Since these FDIC cases largely turn on the interpretation of state corporate law, current case law is fertile ground for shareholders who feel they have been treated unfairly or who question the business decisions of officers and directors, particularly when potential defendants serve in dual capacities as officers and directors. Recently, a federal court ruled that corporate officers serving on a bank board were subject to the standard of care for officers — even when casting votes as directors — for actions the court deemed not to be corporate policy matters. FDIC v. Dodson, et al., No. 4:13-cv-416-MW-CAS (N.D. Fla. Feb. 27, 2014). Anyone who doubts the animus directed to corporate officers and directors should review the Yates memo from the Department of Justice which focuses on individual liability for corporate wrongs. (My colleague, Nicole Deese Newlon, is working on a separate article about the Yates memo).

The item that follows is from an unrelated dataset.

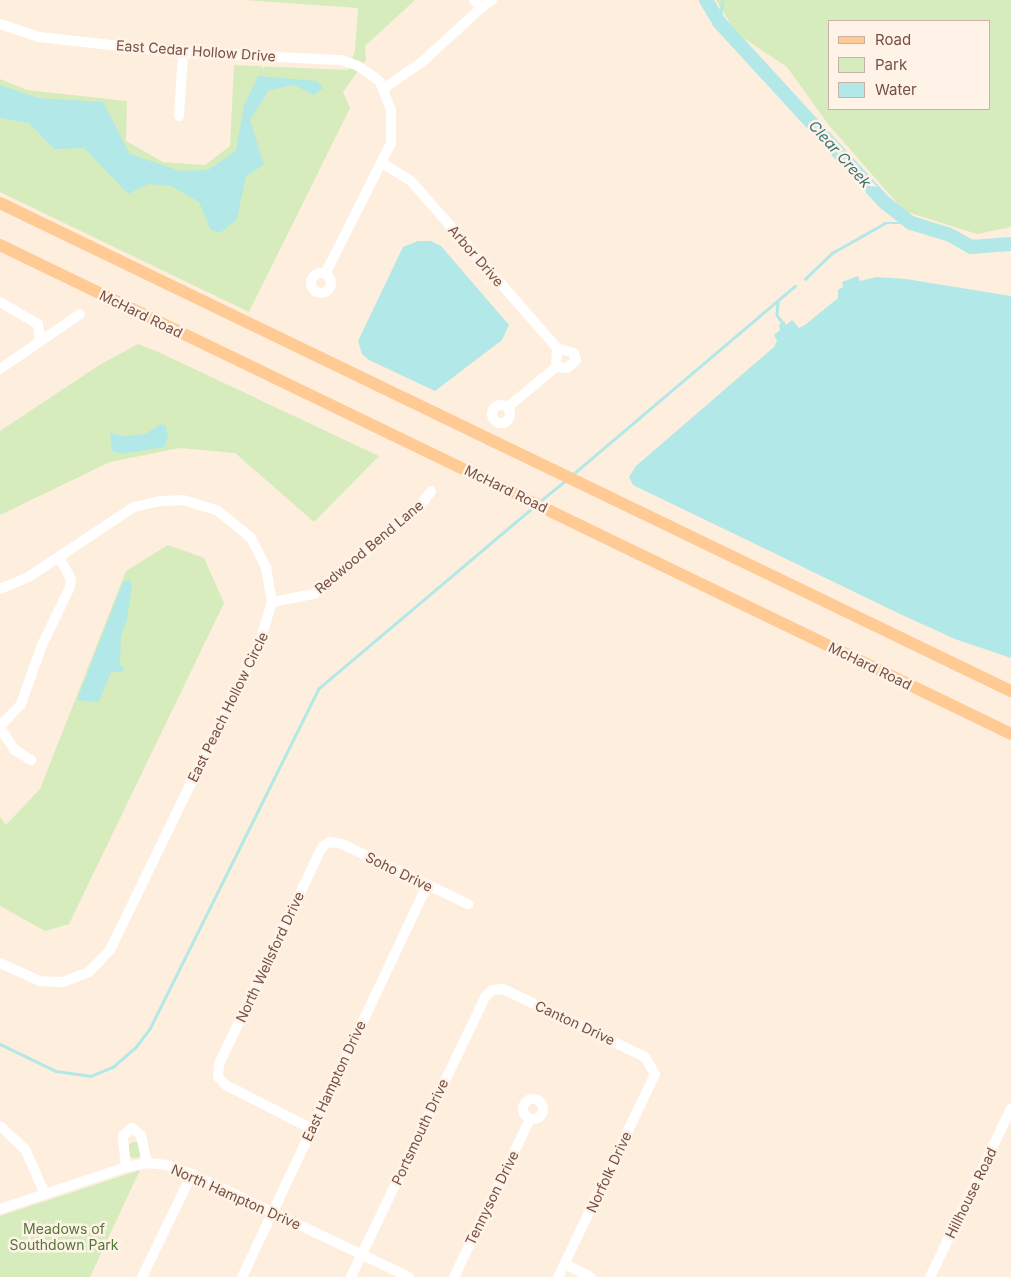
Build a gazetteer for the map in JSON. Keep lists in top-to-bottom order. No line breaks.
{"streets":{"main road":["McHard Road"],"street":["East Cedar Hollow Drive","Arbor Drive","Redwood Bend Lane","East Peach Hollow Circle","Soho Drive","North Wellsford Drive","Canton Drive","East Hampton Drive","Portsmouth Drive","Norfolk Drive","Hillhouse Road","North Hampton Drive","Tennyson Drive"]},"crossings":[["Redwood Bend Lane","East Peach Hollow Circle"],["Soho Drive","North Wellsford Drive"],["Soho Drive","East Hampton Drive"],["North Wellsford Drive","East Hampton Drive"],["Canton Drive","Portsmouth Drive"],["Canton Drive","Norfolk Drive"],["East Hampton Drive","North Hampton Drive"],["Portsmouth Drive","North Hampton Drive"]],"water":["Clear Creek"],"parks":["Meadows of Southdown Park"],"legend":["Road","Park","Water"]}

So what should an entrepreneur do when considering bylaws for a corporation? The obvious answer is hire a good transaction lawyer who will work to understand the specific business and goals (personalities, product or service, growth, acquisition, exit strategies) to develop a set of bylaws to meet the company’s specific needs. As the company changes, the bylaws should be reviewed for possible amendments and revisions. Lest someone think this is a shameless self-serving position, litigation involving and the trial of poorly drafted, ambiguous documents is extremely lucrative as much of the time is spent trying to prove the meaning or ”spirit” (code word for expensive dispute) of the deal.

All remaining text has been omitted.